The techniques used in this analysis can likely be applied to lots of other problems: broadband network load, cloud throughput for computing or storage, fraud detection in banking transactions and so on.
Analytical approach
The simplest feature is apparent in the image above: an EV charging adds a significant load on top of normal household energy consumption.
It turns out that height itself is not a great indicator, as there are too many cases in which the consumption is high even though there is no EV charging. But, as it is a transient event, the power use will go back down afterwards. Therefore we can take the rolling means: as a charge event begins, the power reading jumps above the rolling mean, which then (depending on the duration of the charge) will either level or go down when the charging is over. Therefore, two useful features will be the instantaneous difference between a point and the rolling mean, as well the slope (that is, the first derivative) of the rolling mean (we could also have taken the instantaneous slope given by point-by-point differences, but that would be too noisy).
As it turns out, these variables are actually very correlated with each other (it makes sense, the difference from mean is basically a delayed slope), so that it does not help much to consider them together. Individually, each of these variables still has some discriminating power: see below for the distributions of events as a function of the variable. Those make intuitive sense: when an EV is charging, the data is usually above the mean (here I divided by the standard deviation for each time series): this is simply due to the fact that 92% of all EV charging events are relatively short, below 10 intervals (that is, 5 hours), so the rolling mean almost never levels off. For the slope of the mean, there is a positive increase when charging starts, which for the same reason does not go to zero before the end.
This is enough to make predictions as a function of a threshold, and compare those predictions to the labelled data to see how good they are. There are different metrics that measure the quality of a prediction, but in the Machine Learning community the most common one is the ROC curve: as we will see, this is not a good choice for the present dataset, and we will use instead the precision-recall curve (see here for a short description). Depending on the goal of the analysis and the success/fail rates that we are comfortable with, we then pick up a desired threshold to make a prediction. Given the probability distribution above, one can translate the threshold to a probability that the reading corresponds to an EV charging at any given time.

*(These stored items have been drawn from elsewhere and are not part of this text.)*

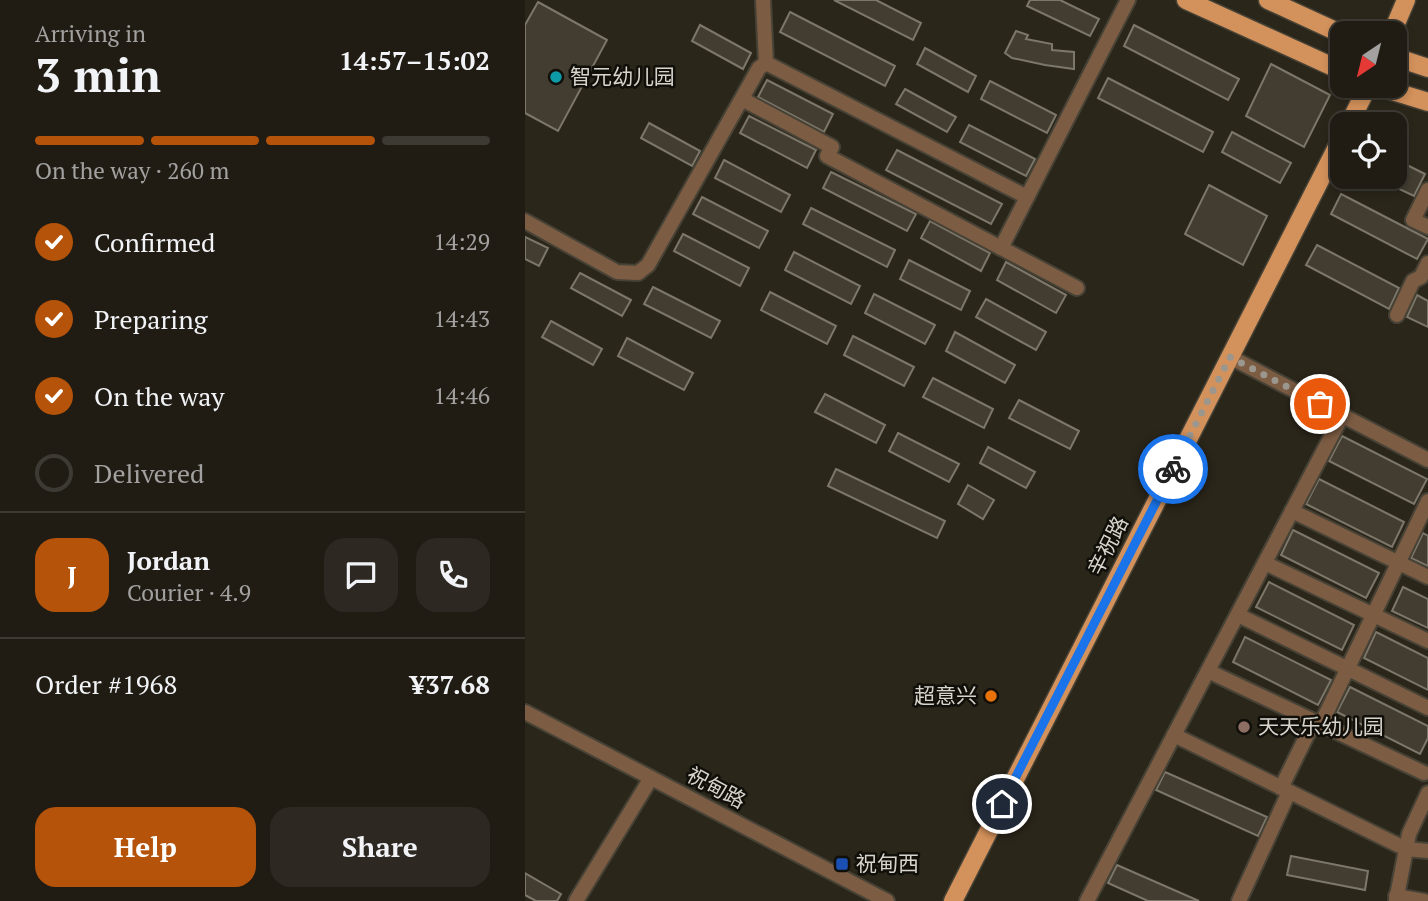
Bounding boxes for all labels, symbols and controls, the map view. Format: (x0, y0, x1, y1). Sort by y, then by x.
text: Arriving in (35, 18, 146, 49)
north arrow (1330, 21, 1407, 98)
map controls (1330, 21, 1407, 189)
text: 14:57–15:02 (339, 43, 490, 77)
text: 3 min (35, 44, 161, 105)
place label: 智元幼儿园 (570, 62, 675, 90)
marker: 智元幼儿园 (548, 69, 564, 85)
button: locate (1330, 112, 1407, 189)
text: On the way · 260 m (35, 155, 229, 186)
icon: check (35, 223, 73, 261)
text: Confirmed (94, 225, 215, 259)
text: 14:29 (433, 226, 490, 257)
icon: check (35, 300, 73, 338)
text: Preparing (94, 302, 207, 336)
text: 14:43 (433, 303, 490, 334)
pin (1290, 374, 1350, 434)
icon: check (35, 377, 73, 415)
text: On the way (94, 379, 225, 413)
text: 14:46 (433, 380, 490, 411)
icon: bag (1301, 385, 1339, 423)
courier (1138, 434, 1208, 504)
icon: bike (1154, 450, 1192, 488)
text: Delivered (94, 456, 204, 490)
street label: 辛祝路 (1080, 511, 1134, 580)
button: chat (324, 538, 398, 612)
button: phone (416, 538, 490, 612)
text: Jordan (127, 543, 210, 577)
text: J (67, 558, 77, 592)
text: Courier · 4.9 (127, 577, 251, 608)
text: Order #1968 (35, 667, 177, 701)
text: ¥37.68 (410, 667, 490, 701)
place label: 超意兴 (914, 681, 977, 709)
marker: 超意兴 (983, 688, 999, 704)
place label: 天天乐幼儿园 (1258, 712, 1384, 740)
marker: 天天乐幼儿园 (1236, 719, 1252, 735)
street label: 祝甸路 (682, 760, 751, 814)
pin (972, 774, 1032, 834)
icon: home (983, 785, 1021, 823)
button: Help (35, 807, 256, 887)
button: Share (270, 807, 490, 887)
place label: 祝甸西 (856, 849, 919, 877)
marker: 祝甸西 (834, 856, 850, 872)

Here all intervals for which the probability is above 0.5 have been assigned as EV charging events. As we can see, it’s not doing a great job: while it is picking up most obvious EV events, there are a lot of false positives! Changing the threshold to a higher value (say 0.7) would lower the false positive, but also remove a bunch of good predictions. Changing the threshold from 0 to 1 gives us the following ROC-PR curves (where we annotated the latter with probability thresholds):
While the ROC curves are relatively good for such a low-effort approach, they are somewhat misleading. This is because our dataset is highly unbalanced: of the millions of measurements, only 2% correspond to a charging event, so it is not a big deal to correctly predict that there is no EV charging most of the time.
When calculating the false positive rate (), we are swarmed by true negatives, while we would be more interested in a quantity assessing how many of our positive predictions were correct. One can use precision, defined as , see for example this Wikipedia article. The precision-recall curve (where recall is the same as the true positive rate, ) then gives a better idea. As we can see, with the features used here it is really hard to increase the precision above 30-40%, especially if we want relatively high true positive rates (=recall, and is penalized by false negatives). This means that about more than half of our predicted positive events will instead be negatives. Depending on the business costs associated with botched predictions, this might be too much.
Finally, we can use this analysis to predict if a household has a EV at all. Practically, a EV house is one where there are more EV-like events than a normal house (for example, more spikes). We compute the fraction of time for which a household meter readings are above a certain spike threshold with respect to the rolling mean, and then choose the spike and time fraction combinations that give the best discrimination. Picking one point from the ROC curve (in this case, we have comparable EV vs. non-EV households, so that the ROC curve is a good metric), we find:
- we can classify a household as a EV household if its energy consumption spikes above 2.4 its standard deviation for more than 1.5% of the time: this corresponds to (FPR, TPR)=(10%, 50%): with respect to a random pick at (50%,50%), we can reject 90% of non-EV households, with only 10% of them mistaken as our target.
- other choices are possible, for example one can increase the the spike threshold and decrease the time fraction threshold.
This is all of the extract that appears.